Testing the Implementation
I built tests that verified:
- Transactions correctly roll back data.
- Commits persist changes.
- Mixed operations (create, update, delete) behave correctly.
For example:
// Rollback the transaction
Adapter.rollbackTransaction(datastoreName, { connection: connection }, function(err) {
assert.strictEqual(connection.transactionContext.isActive, false);
Adapter.find(datastoreName, { using: 'user', criteria: { where: {} }}, function(err, records) {
assert.equal(records.length, 1);
assert.equal(records[0].name, 'Existing User');
});
});
Lessons Learned
- Simplicity beats premature optimization. Snapshotting is memory-heavy, but it works reliably.
- Deep cloning is critical. Shallow copies led to silent corruption.
- Error messages save hours. Developers need actionable feedback.
- Testing edge cases is mandatory. Transactions are stateful and easy to break.
Final Thoughts
Implementing transactions in sails-disk was a fun challenge. Without native database support, I had to simulate transactions at the adapter level. The snapshot-based approach turned out to be the right balance: it’s simple, reliable, and developer-friendly—even if it’s not the most efficient.

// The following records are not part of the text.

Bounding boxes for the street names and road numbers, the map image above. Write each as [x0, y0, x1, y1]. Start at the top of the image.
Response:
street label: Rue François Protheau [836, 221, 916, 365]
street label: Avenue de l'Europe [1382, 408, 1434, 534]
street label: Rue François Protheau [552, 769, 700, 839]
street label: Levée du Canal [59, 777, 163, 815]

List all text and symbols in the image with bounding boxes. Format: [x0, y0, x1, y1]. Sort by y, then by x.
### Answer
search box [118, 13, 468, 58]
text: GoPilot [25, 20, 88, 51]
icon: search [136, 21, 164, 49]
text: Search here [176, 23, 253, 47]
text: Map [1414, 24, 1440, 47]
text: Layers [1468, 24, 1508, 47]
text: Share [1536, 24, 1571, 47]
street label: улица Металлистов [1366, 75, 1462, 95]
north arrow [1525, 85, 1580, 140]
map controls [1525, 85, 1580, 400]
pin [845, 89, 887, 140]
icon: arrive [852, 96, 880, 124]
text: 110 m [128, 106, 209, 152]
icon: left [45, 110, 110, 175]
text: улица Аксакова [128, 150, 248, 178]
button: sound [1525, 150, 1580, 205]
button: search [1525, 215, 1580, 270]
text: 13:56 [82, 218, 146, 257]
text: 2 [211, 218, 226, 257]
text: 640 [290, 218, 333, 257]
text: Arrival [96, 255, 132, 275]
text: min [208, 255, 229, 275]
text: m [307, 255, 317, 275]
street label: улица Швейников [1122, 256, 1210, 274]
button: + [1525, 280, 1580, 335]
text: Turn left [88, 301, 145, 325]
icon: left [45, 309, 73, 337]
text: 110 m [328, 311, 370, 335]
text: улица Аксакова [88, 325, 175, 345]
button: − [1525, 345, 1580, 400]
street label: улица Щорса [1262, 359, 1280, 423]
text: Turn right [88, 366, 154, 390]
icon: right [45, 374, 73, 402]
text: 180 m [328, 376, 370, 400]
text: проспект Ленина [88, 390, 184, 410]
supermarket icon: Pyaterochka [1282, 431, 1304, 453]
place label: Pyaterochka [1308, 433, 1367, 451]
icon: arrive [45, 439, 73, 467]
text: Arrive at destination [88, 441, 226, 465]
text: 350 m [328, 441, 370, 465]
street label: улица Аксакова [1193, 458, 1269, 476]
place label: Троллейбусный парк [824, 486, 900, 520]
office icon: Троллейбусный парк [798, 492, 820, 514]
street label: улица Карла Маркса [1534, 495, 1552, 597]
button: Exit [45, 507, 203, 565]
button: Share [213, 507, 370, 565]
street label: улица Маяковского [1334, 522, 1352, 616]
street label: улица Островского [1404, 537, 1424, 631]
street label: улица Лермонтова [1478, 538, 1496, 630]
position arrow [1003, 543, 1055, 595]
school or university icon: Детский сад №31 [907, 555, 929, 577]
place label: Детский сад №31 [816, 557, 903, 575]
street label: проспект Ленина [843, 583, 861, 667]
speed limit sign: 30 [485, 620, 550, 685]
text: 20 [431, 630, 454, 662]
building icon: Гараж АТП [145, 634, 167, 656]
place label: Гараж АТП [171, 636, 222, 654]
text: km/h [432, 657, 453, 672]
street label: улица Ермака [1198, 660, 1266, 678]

For development and testing, this gives sails-disk feature parity with production adapters, making the dev experience smoother.
If you’re running sails-disk in production with huge datasets (not recommended 😅), this won’t scale. But if you’re building and testing locally, it gives you all the transaction semantics you’d expect—commit and rollback included.
Sometimes, the best engineering isn’t about matching the “perfect” production system, but about picking trade-offs that make life easier for developers. And for sails-disk, snapshots were exactly that.